Re: some aspects of our qsort might not be ideal

2022-06-23 Thread Matthias van de Meent
On Thu, 23 Jun 2022 at 17:04, Peter Geoghegan  wrote:
>
> On Thu, Jun 23, 2022 at 7:51 AM Matthias van de Meent
>  wrote:
> > I think that mostly has to do with reliability / stability of ORDER BY
> > in combination with LIMIT and OFFSET, even though right now we cannot
> > fully guarantee such stability due to unstable results from underlying
> > plan nodes.
>
> The current qsort isn't stable.

Then I misunderstood Robert's comment, thanks for correcting me.

- Matthias




Re: some aspects of our qsort might not be ideal

2022-06-23 Thread Peter Geoghegan
On Thu, Jun 23, 2022 at 7:51 AM Matthias van de Meent
 wrote:
> I think that mostly has to do with reliability / stability of ORDER BY
> in combination with LIMIT and OFFSET, even though right now we cannot
> fully guarantee such stability due to unstable results from underlying
> plan nodes.

The current qsort isn't stable. While quicksort is never stable, our
particular implementation has fairly significant optimizations that
strongly rely on not using a stable sort. In particular, the B
optimizations for duplicate elements.

These optimizations make things like datum tuplesorts for
'SELECT(DISTINCT mycol) ...' style queries on low cardinality columns
extremely fast. We're not really sorting so much as bucketing. This is
based on Dijkstra's Dutch national flag problem.

-- 
Peter Geoghegan




Re: some aspects of our qsort might not be ideal

2022-06-23 Thread Matthias van de Meent
On Thu, 23 Jun 2022 at 15:52, Robert Haas  wrote:
>
> On Thu, Jun 23, 2022 at 6:13 AM John Naylor
>  wrote:
> > Here is a *rough* first pass at dual-pivot quicksort. I haven't
> > changed the regression tests to adjust for qsort being an unstable
> > sort, ...
>
> Hmm. I thought we had some reasons for preferring a stable sort algorithm.

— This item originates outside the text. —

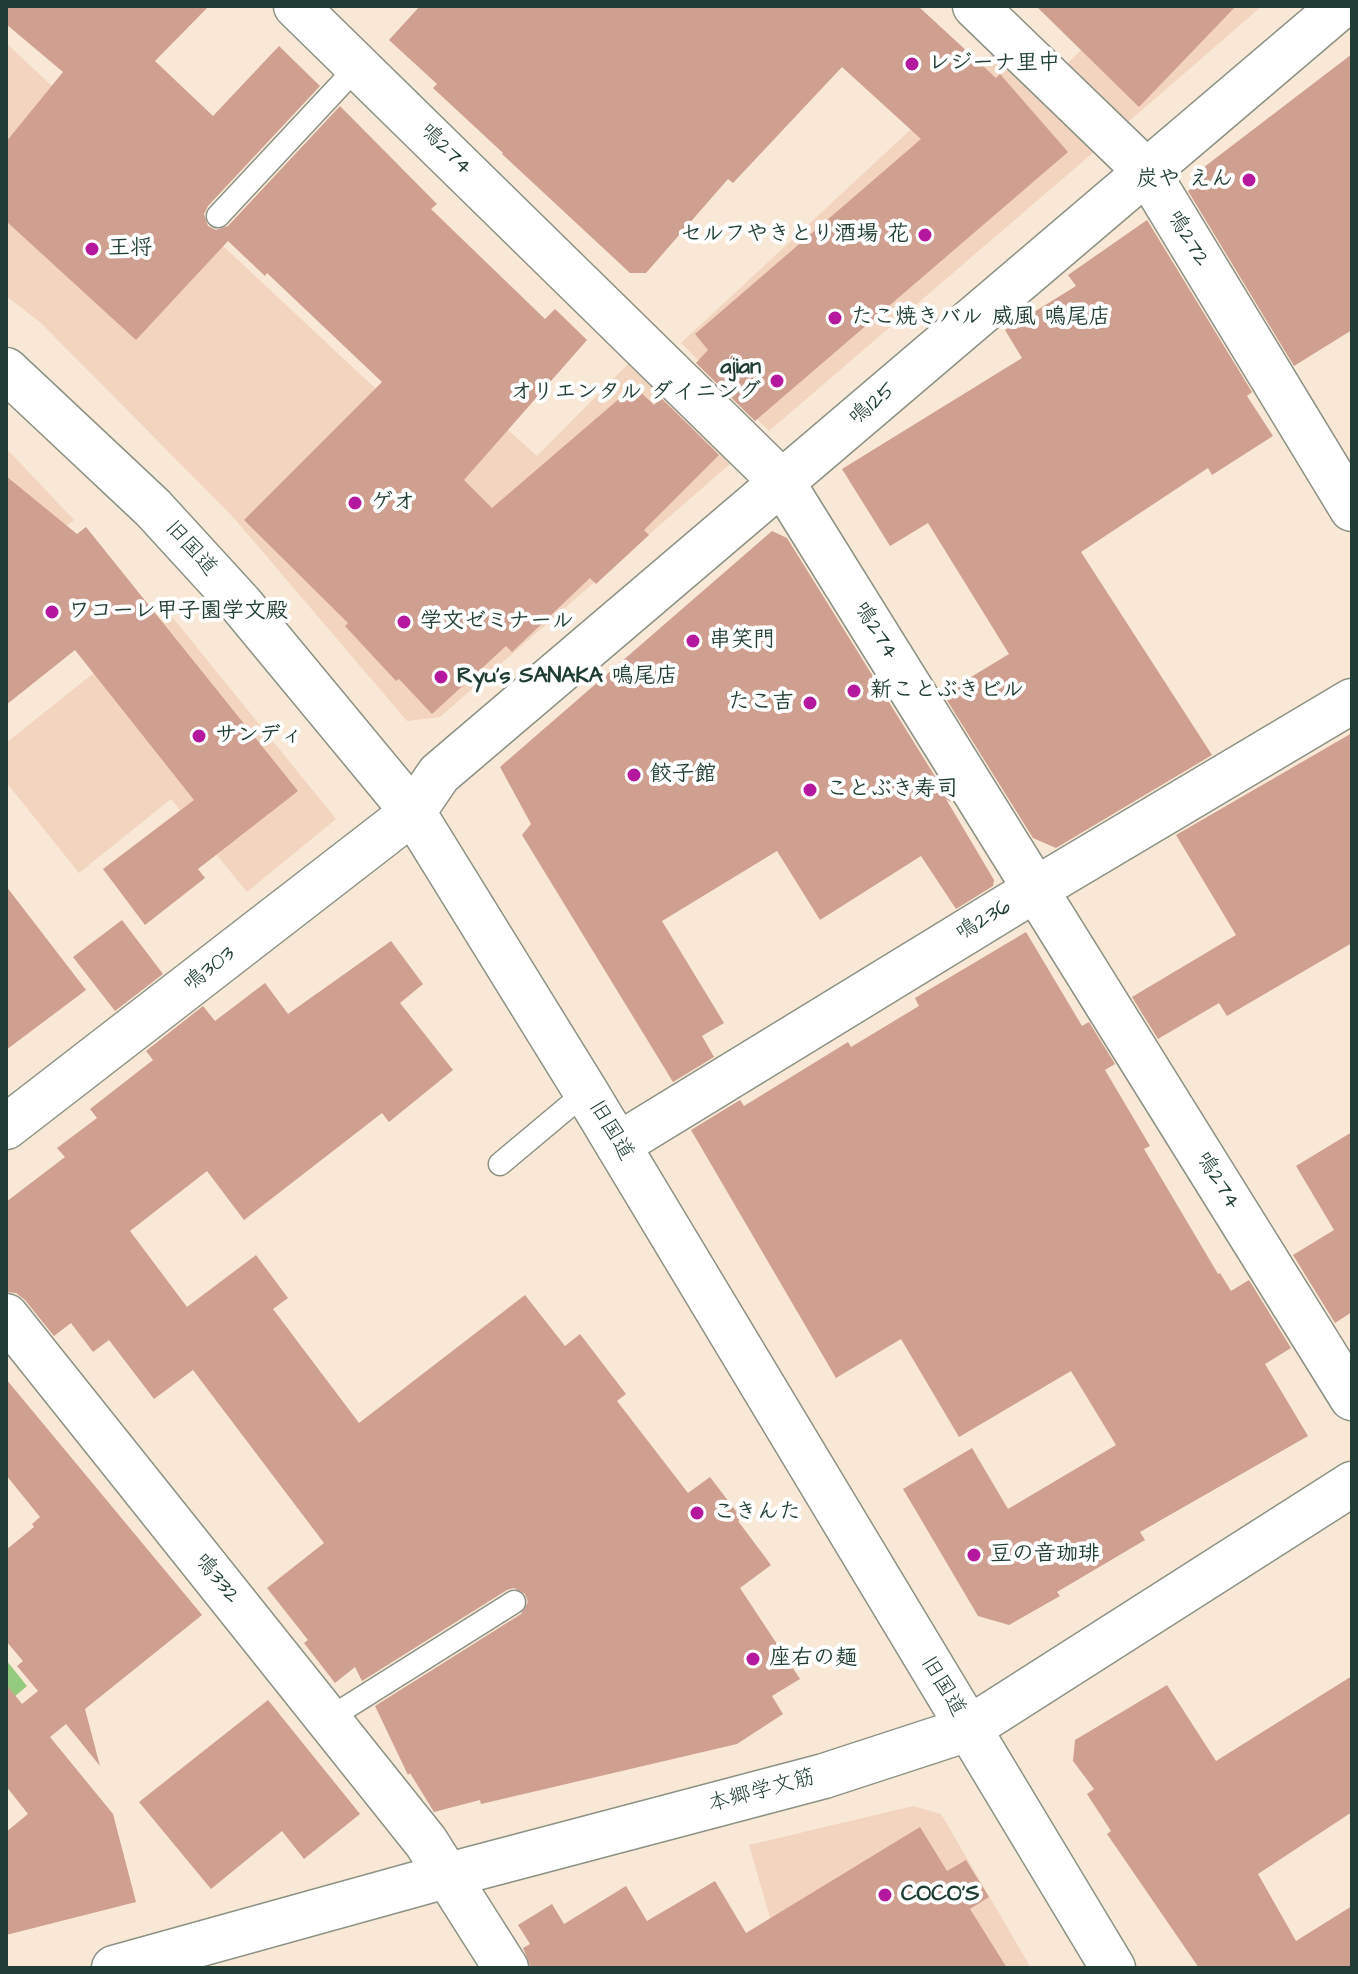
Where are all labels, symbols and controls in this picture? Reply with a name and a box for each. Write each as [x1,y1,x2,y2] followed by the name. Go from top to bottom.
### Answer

I think that mostly has to do with reliability / stability of ORDER BY
in combination with LIMIT and OFFSET, even though right now we cannot
fully guarantee such stability due to unstable results from underlying
plan nodes.

As an example, a table scan node under a sort node can start its scan
at an arbitrary point in the table (using synchronize_seqscans), and
because Sort nodes only sort MinimalTuple-s, each set of tuples that
have an equal sort value will be ordered by TID + y (mod tablesize),
with arbitrary values for y.

- Matthias




Re: some aspects of our qsort might not be ideal

2022-06-23 Thread Robert Haas
On Thu, Jun 23, 2022 at 6:13 AM John Naylor
 wrote:
> Here is a *rough* first pass at dual-pivot quicksort. I haven't
> changed the regression tests to adjust for qsort being an unstable
> sort, ...

Hmm. I thought we had some reasons for preferring a stable sort algorithm.

-- 
Robert Haas
EDB: http://www.enterprisedb.com




Re: some aspects of our qsort might not be ideal

2022-06-23 Thread John Naylor
On Fri, Jun 3, 2022 at 10:44 AM Peter Geoghegan  wrote:

> What about dual-pivot quicksort, which is used in Java 7+? That is the
> defacto successor to Bentley & McIlroy. In fact, Jon Bentley himself
> collaborated with its author, and provided benchmarking input. The
> underlying philosophy is essentially the same as the original -- it
> is supposed to be an "industrial strength" quicksort, with various
> adversarial cases considered directly.

Here is a *rough* first pass at dual-pivot quicksort. I haven't
changed the regression tests to adjust for qsort being an unstable
sort, and there is some dead code. I looked to a couple JDKs for
examples of design decisions as a first approximation. It includes a
module with a few debugging printouts, run like so: select
debug_qsort_int(array[7,6,5,4,3,2,1]);

Pivot selection: A common way is to pick five candidates (here: mid,
+/- 1/7, +/- 2/7), sort them in place, then pick the 2nd and 4th of
them, or "tertile of five". If they are all evenly spaced, we can do
insertion sort.

Fall back to single-pivot: If any of the pivot candidates are equal,
JDK assumes there could be a large number of duplicates and falls back
to single-pivot, using the median of the five. I've done the same
here. Despite having two code paths in all of our template instances,
the VM binary is only about 5kb bigger, since MED3 is no longer built.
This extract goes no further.